1The Children's Hospital of Philadelphia, Philadelphia, United States, 2The Children's Hospital of Philadelphia and The Perelman School of Medicine, University of Pennsylvania, Philadelphia, United States

Abstract Number: OC 27.3

Meeting: ISTH 2021 Congress

Theme: Coagulation and Natural Anticoagulants » Coagulation Factors and Inhibitors

Background: Heparin acts as an anticoagulant by enhancing the effects of antithrombin (AT). Through an AT-independent mechanism, heparin also accelerates APC-catalyzed proteolytic inactivation of FV, but not FVa. While FV, FVa, and APC all bind heparin, the molecular basis for the enhanced proteolysis of FV remains unknown. Conserved basic (BR, 963-1008) and acidic (AR2, 1493-1537) regions within FV B-domain preserve the FV procofactor state and obscure high affinity binding sites for proteases including APC.

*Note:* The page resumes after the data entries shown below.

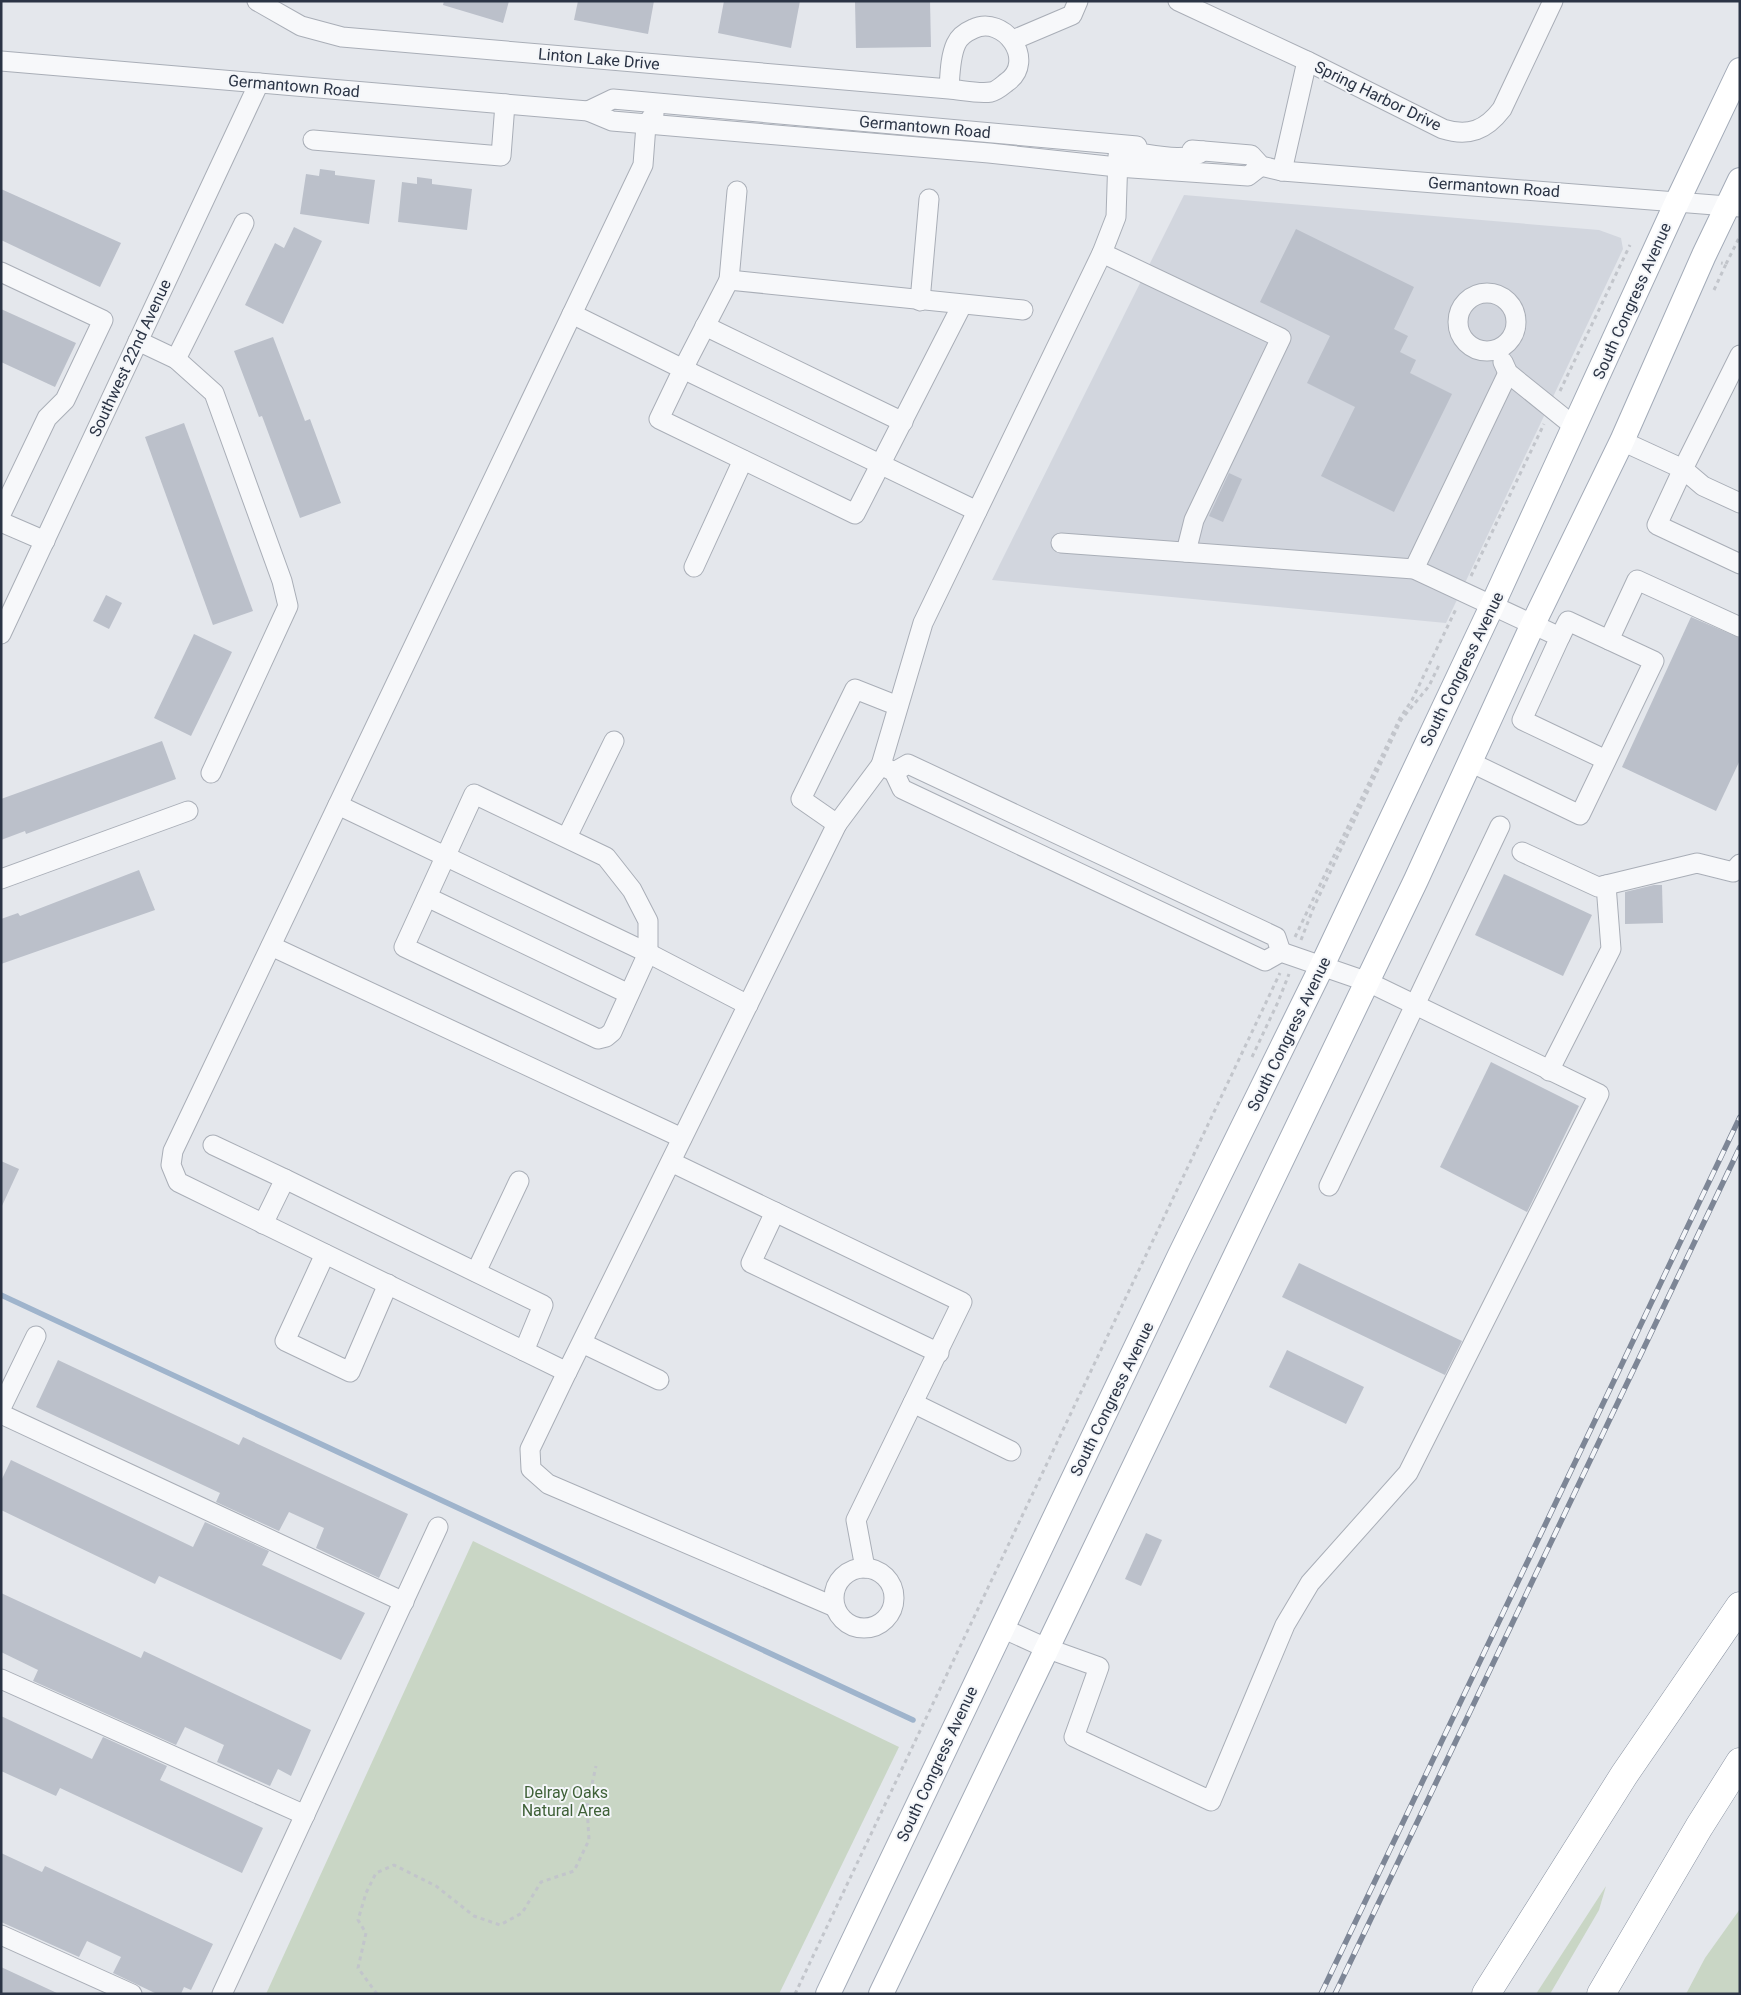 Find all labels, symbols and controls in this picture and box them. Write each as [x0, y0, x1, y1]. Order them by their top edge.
street label: Linton Lake Drive [537, 44, 661, 74]
street label: Spring Harbor Drive [1312, 57, 1444, 135]
street label: Germantown Road [227, 71, 361, 101]
street label: Germantown Road [858, 112, 992, 142]
street label: Germantown Road [1427, 173, 1561, 201]
street label: South Congress Avenue [1589, 220, 1675, 382]
street label: Southwest 22nd Avenue [85, 276, 175, 440]
street label: South Congress Avenue [1416, 589, 1508, 749]
street label: South Congress Avenue [1243, 954, 1335, 1114]
street label: South Congress Avenue [1066, 1319, 1158, 1479]
street label: South Congress Avenue [893, 1683, 981, 1845]
park label: Delray Oaks Natural Area [522, 1783, 610, 1820]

Aims: To investigate the mechanism by which heparin potentiates APC proteolytic inactivation of FV.

Methods: Using a purified system, we examined the effect of pharmacologic heparin species on FV proteolysis. Immunoblotting with FV specific antibodies and peptidyl substrate hydrolysis were utilized to visualized cleavage products, and assess APC protease function, respectively.

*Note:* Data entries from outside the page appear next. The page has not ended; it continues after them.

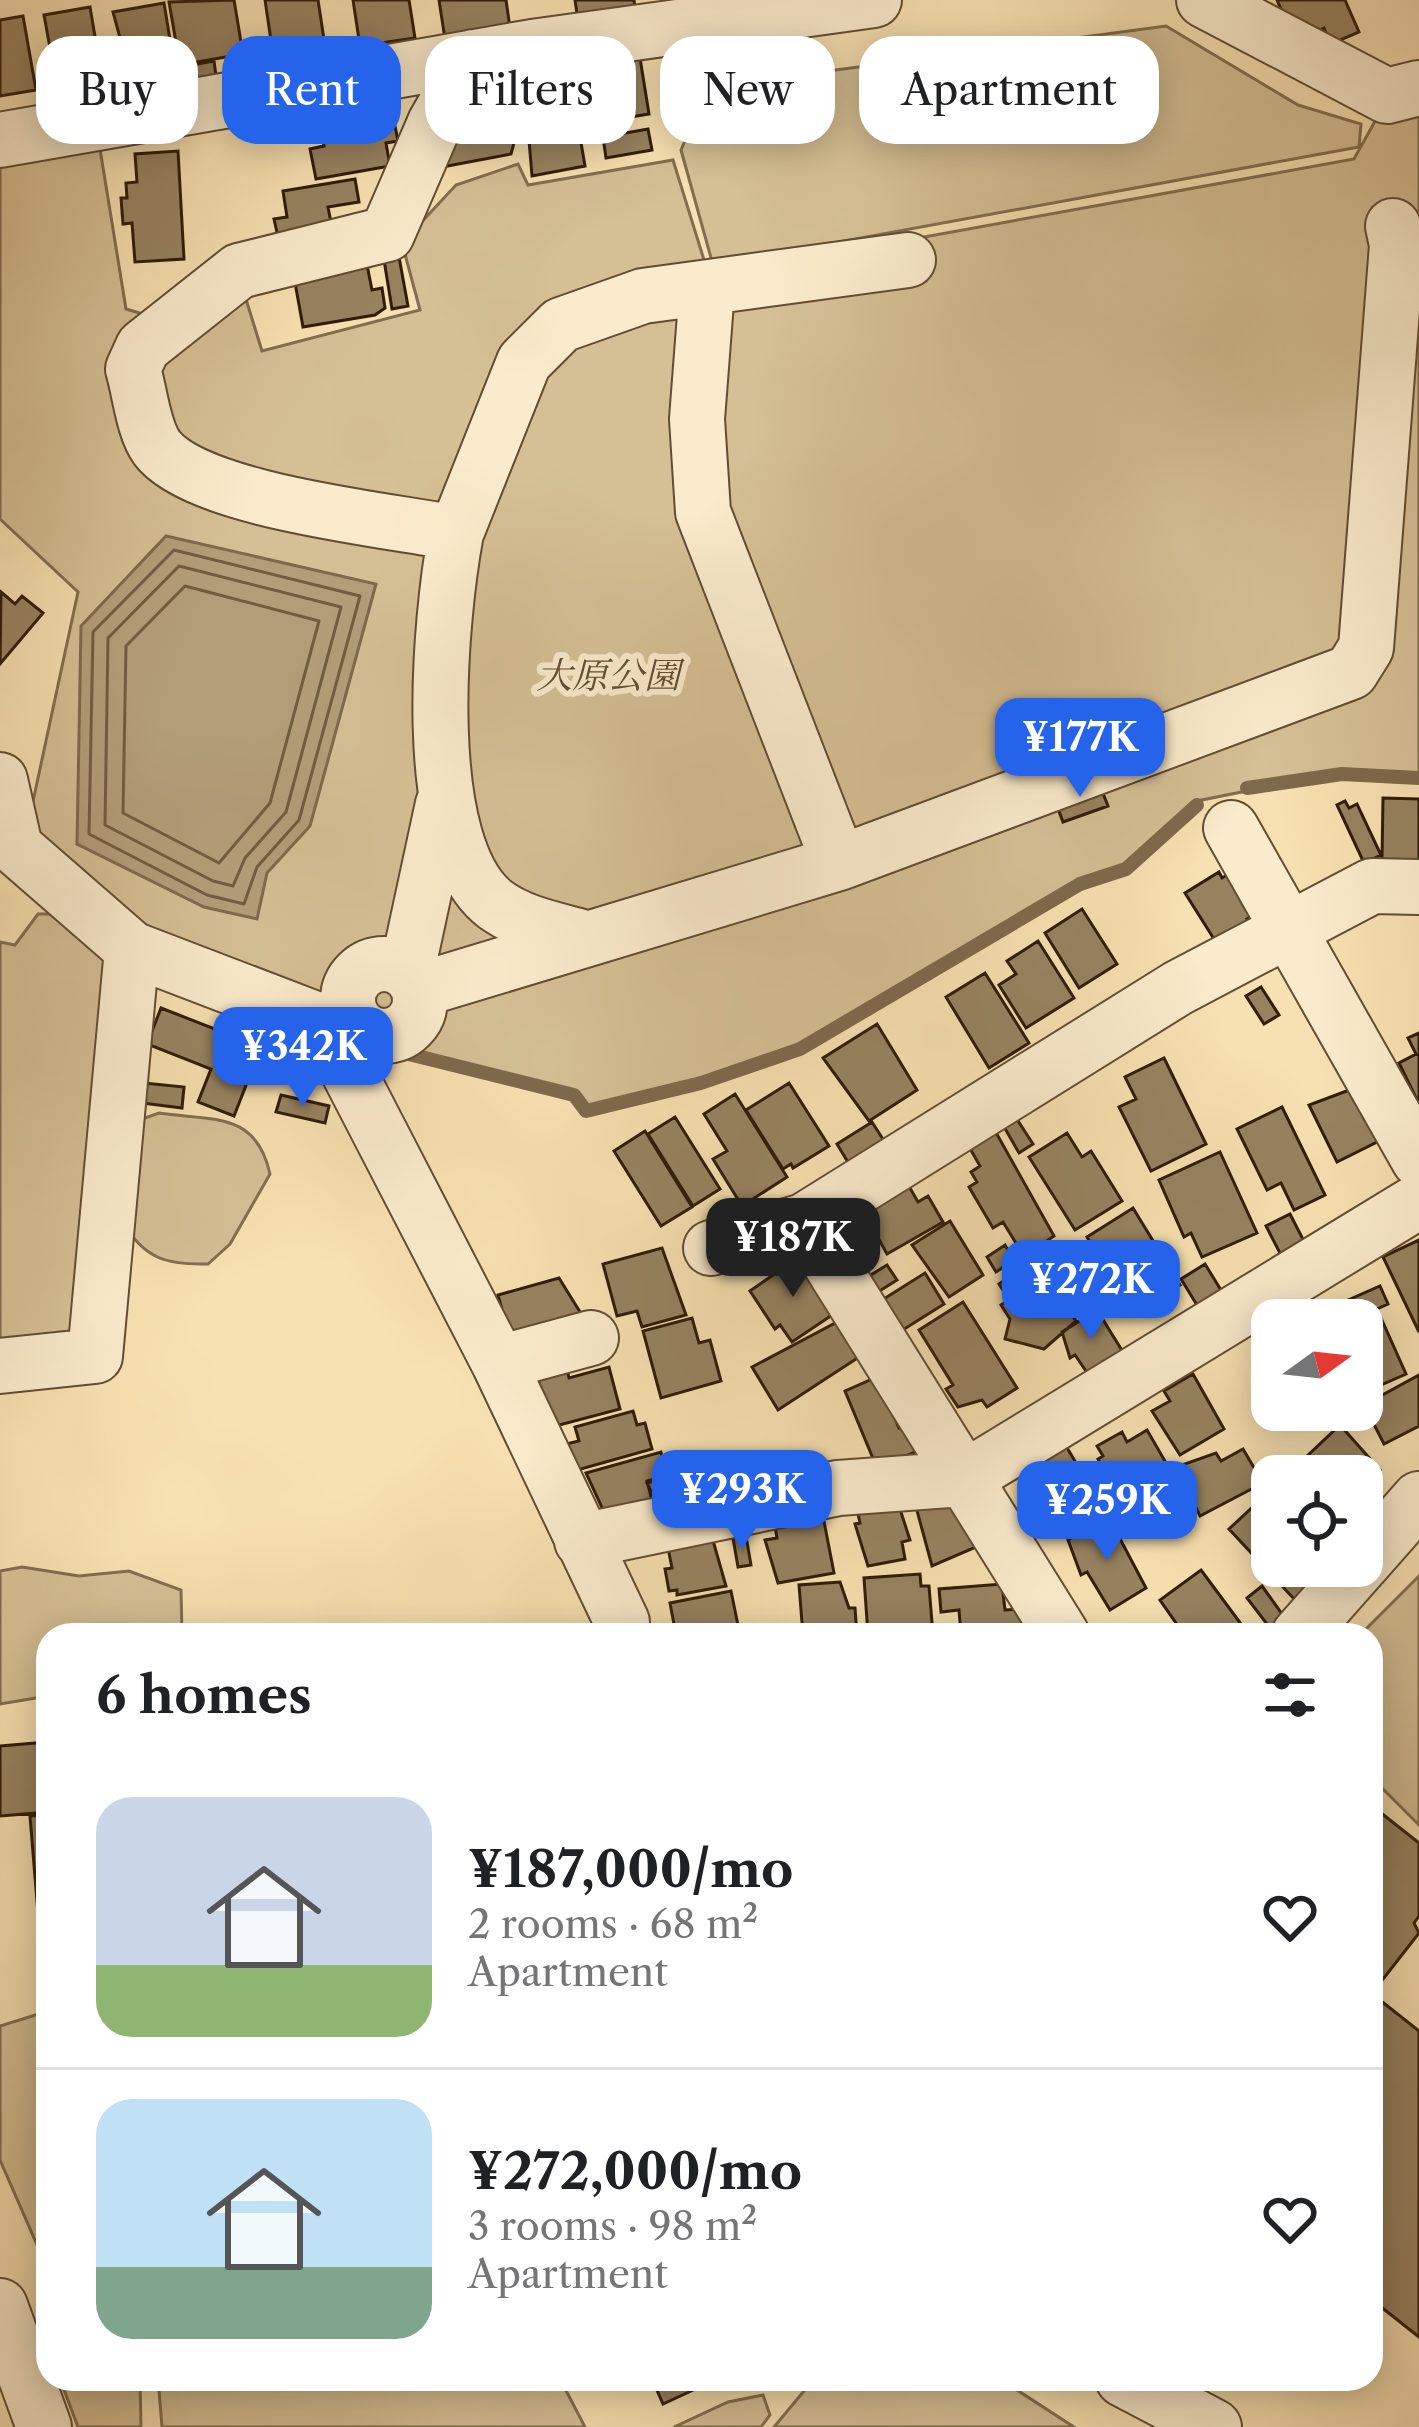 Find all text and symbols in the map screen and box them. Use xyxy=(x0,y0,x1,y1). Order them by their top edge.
chip: Buy xyxy=(36,36,198,144)
chip: Rent xyxy=(222,36,401,144)
chip: Filters xyxy=(425,36,636,144)
chip: New xyxy=(660,36,835,144)
chip: Apartment xyxy=(859,36,1159,144)
park label: 大原公園 xyxy=(536,653,685,697)
pin: ¥177K xyxy=(996,698,1164,800)
text: ¥177K xyxy=(1022,713,1138,761)
pin: ¥342K xyxy=(219,1007,387,1109)
text: ¥342K xyxy=(240,1022,366,1070)
pin: ¥187K xyxy=(709,1198,877,1300)
text: ¥187K xyxy=(733,1213,853,1261)
pin: ¥272K xyxy=(1007,1240,1175,1342)
text: ¥272K xyxy=(1029,1255,1153,1303)
north arrow xyxy=(1251,1299,1383,1431)
map controls xyxy=(1251,1299,1383,1587)
pin: ¥293K xyxy=(658,1450,826,1552)
button: locate xyxy=(1251,1455,1383,1587)
pin: ¥259K xyxy=(1023,1461,1191,1563)
text: ¥293K xyxy=(679,1465,805,1513)
text: ¥259K xyxy=(1044,1476,1170,1524)
icon: filters xyxy=(1257,1662,1323,1728)
text: 6 homes xyxy=(96,1664,312,1726)
text: ¥187,000/mo xyxy=(468,1838,793,1900)
icon: home xyxy=(192,1845,336,1989)
icon: heart xyxy=(1257,1884,1323,1950)
text: 2 rooms · 68 m² xyxy=(468,1900,758,1948)
text: Apartment xyxy=(468,1948,668,1996)
text: ¥272,000/mo xyxy=(468,2140,802,2202)
icon: home xyxy=(192,2147,336,2291)
icon: heart xyxy=(1257,2186,1323,2252)
text: 3 rooms · 98 m² xyxy=(468,2202,757,2250)
text: Apartment xyxy=(468,2250,668,2298)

Results: Unfractionated heparin (UFH) showed a dose-dependent increase in FV proteolysis by APC over its therapeutic range (0-1.0 U/mL). Pharmacologic heparin derivatives, enoxaprin (a low molecular weight heparin), and fondaparinux showed some enhanced effect, but 2-O, 3-O desulfated heparin (ODSH) had no effect on APC potentiation of FV proteolysis. Densitometric analyses showed that, proteolysis of FVa and FV-short were not significantly altered by 1.0 U/mL UFH. In contrast, heparin did markedly accelerate APC inactivation of FV-short when it was bound to either the FV-BR or TFPIα-BR fragment. These data suggest that heparin likely disrupts the BR-AR2 interaction allowing APC to more efficiently cleave FV-short. Our data show that increased proteolysis correlated with enhanced cleavage of the procofactor at Arg306. Taken together, these data support the hypothesis that intramolecular or intermolecular BR-AR2 complexes are amenable to heparin binding and also influence proteolysis by APC.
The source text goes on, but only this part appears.